**What the exercise asks**.
What you return should be the lines from the first line of the records below through the line holding "Annotation task. Convert", unchanged.

**The input**.

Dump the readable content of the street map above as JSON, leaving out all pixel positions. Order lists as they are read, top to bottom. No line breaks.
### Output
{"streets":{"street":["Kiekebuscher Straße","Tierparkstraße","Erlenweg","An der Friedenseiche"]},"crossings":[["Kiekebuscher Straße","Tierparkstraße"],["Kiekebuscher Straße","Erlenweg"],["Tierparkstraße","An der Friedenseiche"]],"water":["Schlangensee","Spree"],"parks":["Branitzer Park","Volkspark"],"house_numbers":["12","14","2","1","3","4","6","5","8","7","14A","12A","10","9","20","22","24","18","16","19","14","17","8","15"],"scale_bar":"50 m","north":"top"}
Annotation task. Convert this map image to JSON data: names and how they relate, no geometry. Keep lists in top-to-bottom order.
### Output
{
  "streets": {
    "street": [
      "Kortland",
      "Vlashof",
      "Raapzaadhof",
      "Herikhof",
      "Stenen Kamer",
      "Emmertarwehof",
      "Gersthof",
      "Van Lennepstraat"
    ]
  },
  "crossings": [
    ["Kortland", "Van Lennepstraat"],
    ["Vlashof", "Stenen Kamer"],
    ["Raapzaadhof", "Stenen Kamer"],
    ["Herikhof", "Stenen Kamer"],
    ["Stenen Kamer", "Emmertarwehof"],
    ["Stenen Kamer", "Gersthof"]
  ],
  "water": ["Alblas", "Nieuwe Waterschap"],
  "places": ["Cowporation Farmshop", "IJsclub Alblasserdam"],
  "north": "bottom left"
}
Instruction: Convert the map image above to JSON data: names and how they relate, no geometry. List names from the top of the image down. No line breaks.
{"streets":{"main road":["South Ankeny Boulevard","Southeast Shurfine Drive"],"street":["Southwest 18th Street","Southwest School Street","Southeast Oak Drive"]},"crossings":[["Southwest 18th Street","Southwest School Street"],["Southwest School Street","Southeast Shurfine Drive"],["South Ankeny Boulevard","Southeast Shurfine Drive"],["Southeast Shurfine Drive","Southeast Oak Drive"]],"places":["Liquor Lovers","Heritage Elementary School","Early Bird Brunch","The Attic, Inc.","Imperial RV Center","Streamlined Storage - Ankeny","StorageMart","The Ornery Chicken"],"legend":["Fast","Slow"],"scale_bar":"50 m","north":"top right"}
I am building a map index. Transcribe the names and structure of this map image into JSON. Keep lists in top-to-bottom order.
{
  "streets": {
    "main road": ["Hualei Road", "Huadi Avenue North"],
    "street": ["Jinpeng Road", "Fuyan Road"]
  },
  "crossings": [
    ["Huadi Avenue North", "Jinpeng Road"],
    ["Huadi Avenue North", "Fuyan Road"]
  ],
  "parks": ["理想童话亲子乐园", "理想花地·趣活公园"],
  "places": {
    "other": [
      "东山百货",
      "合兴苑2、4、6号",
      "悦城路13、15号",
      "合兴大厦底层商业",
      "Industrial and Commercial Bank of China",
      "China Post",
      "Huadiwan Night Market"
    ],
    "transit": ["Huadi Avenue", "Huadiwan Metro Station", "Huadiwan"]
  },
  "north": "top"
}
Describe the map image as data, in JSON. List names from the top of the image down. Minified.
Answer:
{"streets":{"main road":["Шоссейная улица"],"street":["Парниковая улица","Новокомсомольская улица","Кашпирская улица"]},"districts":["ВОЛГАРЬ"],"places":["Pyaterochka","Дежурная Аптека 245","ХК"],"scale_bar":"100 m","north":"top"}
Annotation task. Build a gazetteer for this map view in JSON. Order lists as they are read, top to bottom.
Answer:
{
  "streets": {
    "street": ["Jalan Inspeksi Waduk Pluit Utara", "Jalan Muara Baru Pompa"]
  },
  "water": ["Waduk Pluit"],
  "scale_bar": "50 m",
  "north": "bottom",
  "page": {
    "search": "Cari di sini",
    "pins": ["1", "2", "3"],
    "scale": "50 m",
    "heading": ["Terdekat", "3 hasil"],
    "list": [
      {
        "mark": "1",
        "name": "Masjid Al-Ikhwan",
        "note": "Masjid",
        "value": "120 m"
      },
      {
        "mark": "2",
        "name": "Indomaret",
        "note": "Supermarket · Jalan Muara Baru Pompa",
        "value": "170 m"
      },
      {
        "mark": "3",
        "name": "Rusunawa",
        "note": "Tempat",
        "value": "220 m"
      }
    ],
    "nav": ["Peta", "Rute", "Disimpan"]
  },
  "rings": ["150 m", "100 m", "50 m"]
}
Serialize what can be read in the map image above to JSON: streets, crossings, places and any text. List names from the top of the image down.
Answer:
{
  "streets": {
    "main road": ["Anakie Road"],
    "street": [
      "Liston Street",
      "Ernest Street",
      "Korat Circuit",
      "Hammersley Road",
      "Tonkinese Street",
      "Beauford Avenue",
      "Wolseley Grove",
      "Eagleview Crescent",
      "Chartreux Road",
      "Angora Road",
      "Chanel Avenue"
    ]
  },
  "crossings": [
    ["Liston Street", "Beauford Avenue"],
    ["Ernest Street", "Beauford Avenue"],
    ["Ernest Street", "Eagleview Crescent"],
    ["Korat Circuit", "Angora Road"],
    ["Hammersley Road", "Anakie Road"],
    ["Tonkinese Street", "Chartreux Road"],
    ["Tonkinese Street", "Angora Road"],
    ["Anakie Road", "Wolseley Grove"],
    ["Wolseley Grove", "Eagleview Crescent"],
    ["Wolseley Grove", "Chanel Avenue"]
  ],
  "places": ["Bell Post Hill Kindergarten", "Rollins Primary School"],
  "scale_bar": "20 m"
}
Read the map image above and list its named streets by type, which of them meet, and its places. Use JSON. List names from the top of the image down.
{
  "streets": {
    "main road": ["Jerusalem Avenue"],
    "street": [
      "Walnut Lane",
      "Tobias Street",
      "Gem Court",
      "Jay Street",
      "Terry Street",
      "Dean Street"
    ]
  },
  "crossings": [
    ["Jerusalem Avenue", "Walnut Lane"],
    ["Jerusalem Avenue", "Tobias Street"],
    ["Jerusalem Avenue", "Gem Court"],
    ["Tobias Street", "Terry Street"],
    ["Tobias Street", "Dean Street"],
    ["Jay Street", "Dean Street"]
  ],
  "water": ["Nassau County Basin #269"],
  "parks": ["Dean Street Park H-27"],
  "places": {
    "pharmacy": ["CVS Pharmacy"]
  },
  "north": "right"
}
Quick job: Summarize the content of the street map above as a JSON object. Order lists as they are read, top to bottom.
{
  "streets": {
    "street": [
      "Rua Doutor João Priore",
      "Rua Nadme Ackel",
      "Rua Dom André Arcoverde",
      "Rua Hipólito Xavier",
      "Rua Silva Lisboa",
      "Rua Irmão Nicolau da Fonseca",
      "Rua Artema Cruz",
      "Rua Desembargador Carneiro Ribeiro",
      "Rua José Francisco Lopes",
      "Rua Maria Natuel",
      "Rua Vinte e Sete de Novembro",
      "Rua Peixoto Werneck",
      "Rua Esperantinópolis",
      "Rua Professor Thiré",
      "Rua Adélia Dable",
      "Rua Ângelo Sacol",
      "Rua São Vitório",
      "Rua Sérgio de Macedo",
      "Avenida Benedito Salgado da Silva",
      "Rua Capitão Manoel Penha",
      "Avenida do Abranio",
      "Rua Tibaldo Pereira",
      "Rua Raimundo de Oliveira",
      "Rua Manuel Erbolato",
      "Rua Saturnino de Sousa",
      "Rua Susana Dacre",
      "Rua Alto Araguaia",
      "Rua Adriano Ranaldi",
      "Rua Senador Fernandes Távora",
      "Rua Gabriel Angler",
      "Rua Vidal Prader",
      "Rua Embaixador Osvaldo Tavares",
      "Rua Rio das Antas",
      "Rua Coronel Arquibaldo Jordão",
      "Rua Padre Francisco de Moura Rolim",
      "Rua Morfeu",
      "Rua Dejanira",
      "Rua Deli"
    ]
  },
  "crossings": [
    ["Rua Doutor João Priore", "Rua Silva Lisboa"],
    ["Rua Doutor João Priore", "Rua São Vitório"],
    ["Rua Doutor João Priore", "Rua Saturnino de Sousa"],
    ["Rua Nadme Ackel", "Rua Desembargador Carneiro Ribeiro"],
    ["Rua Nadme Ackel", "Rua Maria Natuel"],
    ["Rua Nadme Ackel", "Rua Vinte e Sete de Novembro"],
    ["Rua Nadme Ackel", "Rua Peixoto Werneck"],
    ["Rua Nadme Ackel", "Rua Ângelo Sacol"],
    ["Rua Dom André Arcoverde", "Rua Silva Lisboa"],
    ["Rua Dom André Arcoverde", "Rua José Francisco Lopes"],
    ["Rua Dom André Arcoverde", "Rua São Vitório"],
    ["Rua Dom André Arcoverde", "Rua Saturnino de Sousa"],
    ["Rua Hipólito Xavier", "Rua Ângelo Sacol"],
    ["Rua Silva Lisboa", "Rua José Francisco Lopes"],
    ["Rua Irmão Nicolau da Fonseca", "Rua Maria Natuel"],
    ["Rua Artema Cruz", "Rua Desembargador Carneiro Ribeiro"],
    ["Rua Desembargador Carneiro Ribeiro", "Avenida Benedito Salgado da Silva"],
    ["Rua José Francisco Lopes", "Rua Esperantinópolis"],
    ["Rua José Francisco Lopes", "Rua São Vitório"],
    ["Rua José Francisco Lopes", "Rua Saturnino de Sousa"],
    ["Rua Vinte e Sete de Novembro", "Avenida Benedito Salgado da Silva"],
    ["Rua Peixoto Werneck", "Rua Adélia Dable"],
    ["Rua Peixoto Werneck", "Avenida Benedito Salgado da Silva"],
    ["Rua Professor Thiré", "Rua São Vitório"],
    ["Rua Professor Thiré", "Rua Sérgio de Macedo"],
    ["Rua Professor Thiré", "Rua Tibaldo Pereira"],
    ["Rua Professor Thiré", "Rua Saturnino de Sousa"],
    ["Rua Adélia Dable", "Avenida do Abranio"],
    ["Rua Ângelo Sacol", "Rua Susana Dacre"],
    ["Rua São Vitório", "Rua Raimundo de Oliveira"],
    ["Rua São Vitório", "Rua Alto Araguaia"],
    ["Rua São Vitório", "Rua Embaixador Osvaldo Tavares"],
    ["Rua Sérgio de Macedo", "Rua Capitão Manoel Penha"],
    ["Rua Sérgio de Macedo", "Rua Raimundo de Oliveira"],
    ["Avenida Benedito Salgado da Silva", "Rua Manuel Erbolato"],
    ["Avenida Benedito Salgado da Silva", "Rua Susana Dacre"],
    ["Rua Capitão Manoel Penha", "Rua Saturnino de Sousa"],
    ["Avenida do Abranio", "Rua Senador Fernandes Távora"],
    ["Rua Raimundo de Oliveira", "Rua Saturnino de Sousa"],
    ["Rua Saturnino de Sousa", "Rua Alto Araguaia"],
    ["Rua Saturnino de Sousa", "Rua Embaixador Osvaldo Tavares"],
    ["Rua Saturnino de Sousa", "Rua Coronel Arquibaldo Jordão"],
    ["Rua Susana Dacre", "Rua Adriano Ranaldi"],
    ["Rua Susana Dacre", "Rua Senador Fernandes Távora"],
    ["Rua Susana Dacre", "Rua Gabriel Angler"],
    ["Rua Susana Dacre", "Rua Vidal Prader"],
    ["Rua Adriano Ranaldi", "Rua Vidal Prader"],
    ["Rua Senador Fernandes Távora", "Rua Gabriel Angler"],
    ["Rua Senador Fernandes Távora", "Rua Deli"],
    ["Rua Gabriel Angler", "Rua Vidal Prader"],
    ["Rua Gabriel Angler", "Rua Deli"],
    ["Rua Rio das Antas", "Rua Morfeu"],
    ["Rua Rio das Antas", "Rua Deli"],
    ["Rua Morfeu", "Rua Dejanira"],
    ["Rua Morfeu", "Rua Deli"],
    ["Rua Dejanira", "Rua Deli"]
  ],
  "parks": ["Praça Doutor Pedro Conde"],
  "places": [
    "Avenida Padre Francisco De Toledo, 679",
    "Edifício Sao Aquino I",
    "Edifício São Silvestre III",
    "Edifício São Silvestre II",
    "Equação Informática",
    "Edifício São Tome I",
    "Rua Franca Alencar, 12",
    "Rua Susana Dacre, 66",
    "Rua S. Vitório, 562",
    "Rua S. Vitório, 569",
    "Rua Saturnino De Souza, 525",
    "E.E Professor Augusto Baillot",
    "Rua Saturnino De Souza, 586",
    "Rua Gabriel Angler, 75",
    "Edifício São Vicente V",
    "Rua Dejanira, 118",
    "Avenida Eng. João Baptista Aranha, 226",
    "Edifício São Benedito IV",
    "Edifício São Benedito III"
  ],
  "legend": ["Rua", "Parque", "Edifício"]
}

**Result**.
Dump the readable content of the street map above as JSON, leaving out all pixel positions. Order lists as they are read, top to bottom. No line breaks.
### Output
{"streets":{"street":["Kiekebuscher Straße","Tierparkstraße","Erlenweg","An der Friedenseiche"]},"crossings":[["Kiekebuscher Straße","Tierparkstraße"],["Kiekebuscher Straße","Erlenweg"],["Tierparkstraße","An der Friedenseiche"]],"water":["Schlangensee","Spree"],"parks":["Branitzer Park","Volkspark"],"house_numbers":["12","14","2","1","3","4","6","5","8","7","14A","12A","10","9","20","22","24","18","16","19","14","17","8","15"],"scale_bar":"50 m","north":"top"}
Annotation task. Convert this map image to JSON data: names and how they relate, no geometry. Keep lists in top-to-bottom order.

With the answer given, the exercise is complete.